[Input material Boundary: Start]

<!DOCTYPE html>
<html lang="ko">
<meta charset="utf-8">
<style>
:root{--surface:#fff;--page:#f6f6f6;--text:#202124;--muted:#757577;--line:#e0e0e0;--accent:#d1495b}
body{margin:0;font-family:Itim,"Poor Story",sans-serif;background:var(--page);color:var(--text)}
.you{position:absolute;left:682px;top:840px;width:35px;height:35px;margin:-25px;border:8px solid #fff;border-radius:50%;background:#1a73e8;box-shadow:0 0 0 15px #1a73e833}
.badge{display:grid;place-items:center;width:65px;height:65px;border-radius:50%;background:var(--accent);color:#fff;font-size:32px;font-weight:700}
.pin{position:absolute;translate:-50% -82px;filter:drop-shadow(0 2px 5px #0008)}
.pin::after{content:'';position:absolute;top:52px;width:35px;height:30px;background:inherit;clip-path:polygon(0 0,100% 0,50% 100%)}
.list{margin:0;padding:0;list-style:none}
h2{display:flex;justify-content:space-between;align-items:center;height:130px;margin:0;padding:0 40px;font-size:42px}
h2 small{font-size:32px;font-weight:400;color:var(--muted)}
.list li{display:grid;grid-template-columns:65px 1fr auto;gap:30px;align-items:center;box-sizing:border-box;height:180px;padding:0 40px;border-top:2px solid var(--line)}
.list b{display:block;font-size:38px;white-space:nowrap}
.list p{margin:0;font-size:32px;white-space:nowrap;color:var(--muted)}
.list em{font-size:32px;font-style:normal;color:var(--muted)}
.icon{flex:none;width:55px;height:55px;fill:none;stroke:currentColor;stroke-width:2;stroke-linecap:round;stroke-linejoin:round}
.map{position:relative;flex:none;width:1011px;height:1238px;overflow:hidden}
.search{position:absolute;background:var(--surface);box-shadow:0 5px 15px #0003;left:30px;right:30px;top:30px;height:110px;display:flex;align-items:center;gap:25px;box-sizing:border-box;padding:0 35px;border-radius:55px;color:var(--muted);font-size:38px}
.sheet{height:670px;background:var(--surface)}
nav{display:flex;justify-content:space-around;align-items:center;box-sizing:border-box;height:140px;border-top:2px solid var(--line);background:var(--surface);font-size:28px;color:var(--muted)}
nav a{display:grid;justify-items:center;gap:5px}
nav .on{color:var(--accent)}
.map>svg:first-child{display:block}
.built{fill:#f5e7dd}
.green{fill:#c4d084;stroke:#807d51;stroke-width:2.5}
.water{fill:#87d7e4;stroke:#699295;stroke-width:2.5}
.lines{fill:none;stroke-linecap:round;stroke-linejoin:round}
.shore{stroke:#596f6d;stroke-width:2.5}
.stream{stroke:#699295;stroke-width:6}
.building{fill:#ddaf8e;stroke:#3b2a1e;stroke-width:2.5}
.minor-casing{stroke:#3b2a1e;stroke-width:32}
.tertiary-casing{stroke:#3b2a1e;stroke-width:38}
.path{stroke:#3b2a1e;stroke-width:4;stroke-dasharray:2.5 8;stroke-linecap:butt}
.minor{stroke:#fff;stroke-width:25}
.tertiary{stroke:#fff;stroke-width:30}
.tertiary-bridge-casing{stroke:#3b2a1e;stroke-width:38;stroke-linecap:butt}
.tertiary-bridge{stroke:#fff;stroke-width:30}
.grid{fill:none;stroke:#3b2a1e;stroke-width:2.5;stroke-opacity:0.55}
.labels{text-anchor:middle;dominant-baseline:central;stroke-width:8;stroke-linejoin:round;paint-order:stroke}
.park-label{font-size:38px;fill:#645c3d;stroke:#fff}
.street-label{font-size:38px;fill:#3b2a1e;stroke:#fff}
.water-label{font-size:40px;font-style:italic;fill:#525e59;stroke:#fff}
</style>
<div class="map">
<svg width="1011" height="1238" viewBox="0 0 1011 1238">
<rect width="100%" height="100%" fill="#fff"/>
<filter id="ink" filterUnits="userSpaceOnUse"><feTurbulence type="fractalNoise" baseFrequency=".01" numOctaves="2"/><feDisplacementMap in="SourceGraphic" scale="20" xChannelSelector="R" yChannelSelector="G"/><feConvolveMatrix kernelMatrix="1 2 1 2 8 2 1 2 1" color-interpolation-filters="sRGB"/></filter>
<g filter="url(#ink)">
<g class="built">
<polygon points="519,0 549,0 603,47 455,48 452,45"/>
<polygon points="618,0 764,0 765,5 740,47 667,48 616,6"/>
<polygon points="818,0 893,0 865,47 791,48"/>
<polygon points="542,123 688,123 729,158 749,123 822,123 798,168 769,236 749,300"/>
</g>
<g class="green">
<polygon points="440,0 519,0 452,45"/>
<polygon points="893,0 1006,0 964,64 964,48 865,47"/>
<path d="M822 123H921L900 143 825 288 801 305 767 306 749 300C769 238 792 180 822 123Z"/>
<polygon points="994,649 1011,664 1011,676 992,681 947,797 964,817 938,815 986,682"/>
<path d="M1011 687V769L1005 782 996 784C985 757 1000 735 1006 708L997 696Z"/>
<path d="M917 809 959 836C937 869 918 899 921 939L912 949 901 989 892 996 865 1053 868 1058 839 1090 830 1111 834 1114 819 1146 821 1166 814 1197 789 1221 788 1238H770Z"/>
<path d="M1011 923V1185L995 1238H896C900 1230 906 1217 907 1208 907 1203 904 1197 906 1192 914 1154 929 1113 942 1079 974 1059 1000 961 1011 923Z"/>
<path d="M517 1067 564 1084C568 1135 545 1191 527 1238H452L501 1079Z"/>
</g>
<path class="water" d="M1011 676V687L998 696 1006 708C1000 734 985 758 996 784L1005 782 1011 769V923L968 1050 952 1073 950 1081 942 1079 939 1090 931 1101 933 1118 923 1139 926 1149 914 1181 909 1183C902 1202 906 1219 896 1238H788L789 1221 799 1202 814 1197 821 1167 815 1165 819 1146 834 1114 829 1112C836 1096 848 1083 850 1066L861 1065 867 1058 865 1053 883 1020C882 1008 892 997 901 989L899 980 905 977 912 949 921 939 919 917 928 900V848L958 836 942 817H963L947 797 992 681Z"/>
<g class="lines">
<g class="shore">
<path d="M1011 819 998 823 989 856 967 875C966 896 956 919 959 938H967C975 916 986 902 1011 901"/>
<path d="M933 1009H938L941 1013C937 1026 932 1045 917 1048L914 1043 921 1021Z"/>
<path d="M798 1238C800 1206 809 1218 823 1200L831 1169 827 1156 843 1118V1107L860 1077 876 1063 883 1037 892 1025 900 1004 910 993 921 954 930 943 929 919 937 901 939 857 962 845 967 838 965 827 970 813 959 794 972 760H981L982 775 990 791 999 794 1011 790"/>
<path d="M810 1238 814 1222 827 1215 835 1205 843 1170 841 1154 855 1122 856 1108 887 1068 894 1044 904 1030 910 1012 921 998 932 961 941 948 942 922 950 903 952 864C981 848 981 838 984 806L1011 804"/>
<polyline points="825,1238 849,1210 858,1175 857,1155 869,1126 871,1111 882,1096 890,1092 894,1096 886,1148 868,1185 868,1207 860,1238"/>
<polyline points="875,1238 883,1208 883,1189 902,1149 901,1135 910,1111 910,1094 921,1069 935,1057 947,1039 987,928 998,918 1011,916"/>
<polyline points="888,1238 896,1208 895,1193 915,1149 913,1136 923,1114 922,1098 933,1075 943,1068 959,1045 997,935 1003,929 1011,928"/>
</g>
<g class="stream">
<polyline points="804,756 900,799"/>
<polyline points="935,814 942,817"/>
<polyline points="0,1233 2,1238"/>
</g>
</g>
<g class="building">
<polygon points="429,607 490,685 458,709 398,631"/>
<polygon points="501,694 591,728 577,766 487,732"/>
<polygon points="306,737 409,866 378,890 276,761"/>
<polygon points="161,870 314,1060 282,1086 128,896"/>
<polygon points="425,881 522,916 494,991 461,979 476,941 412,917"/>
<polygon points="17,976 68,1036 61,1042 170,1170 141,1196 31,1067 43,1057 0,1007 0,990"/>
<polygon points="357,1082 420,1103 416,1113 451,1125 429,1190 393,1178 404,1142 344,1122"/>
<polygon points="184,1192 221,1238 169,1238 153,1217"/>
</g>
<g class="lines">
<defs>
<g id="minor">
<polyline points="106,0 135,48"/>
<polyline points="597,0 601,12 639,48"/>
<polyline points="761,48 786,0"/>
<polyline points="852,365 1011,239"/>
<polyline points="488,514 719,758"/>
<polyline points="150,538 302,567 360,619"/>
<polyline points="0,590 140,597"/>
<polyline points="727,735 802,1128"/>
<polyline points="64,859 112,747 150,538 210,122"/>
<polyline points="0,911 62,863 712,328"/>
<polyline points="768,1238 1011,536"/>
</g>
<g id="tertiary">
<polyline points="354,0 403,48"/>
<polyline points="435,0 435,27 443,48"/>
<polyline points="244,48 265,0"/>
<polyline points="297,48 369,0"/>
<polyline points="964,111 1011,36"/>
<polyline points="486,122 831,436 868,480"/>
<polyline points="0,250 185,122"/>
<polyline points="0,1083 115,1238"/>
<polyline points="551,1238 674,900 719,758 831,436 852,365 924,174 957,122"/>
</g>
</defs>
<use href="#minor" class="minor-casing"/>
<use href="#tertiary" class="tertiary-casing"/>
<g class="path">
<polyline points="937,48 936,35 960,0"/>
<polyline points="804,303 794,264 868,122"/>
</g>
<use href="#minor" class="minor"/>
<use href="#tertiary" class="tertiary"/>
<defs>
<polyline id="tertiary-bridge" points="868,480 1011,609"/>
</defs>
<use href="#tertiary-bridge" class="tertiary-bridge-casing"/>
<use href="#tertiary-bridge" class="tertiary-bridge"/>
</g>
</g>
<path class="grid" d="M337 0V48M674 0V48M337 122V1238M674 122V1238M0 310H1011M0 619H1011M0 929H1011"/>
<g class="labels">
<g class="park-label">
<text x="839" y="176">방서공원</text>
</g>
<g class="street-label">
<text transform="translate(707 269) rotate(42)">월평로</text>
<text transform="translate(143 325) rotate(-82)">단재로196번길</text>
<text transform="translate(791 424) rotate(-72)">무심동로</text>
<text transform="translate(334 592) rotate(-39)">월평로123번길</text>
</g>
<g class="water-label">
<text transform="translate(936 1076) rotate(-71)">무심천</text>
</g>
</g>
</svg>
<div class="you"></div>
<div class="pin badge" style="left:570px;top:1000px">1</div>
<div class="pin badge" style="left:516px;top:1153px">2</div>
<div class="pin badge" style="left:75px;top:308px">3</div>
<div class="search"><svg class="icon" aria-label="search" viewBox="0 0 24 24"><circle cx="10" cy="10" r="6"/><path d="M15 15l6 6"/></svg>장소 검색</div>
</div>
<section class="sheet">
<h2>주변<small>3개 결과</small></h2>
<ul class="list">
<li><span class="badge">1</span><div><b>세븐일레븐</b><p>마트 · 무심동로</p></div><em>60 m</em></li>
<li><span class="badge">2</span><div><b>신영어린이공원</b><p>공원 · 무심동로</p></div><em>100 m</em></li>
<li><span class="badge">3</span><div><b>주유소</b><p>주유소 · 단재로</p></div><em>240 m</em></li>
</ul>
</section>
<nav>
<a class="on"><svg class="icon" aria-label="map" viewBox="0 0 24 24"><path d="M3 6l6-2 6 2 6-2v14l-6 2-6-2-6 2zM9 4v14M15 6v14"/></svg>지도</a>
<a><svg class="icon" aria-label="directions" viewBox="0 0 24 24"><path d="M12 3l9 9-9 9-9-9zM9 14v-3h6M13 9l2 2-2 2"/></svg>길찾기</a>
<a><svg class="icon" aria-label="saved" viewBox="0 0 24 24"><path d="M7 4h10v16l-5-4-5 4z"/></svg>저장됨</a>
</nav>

[Input material Boundary: End]

Work item: Lines containing the word "butt" are to be tallied across the entries above; give only the resulting count.

Solved problem: 2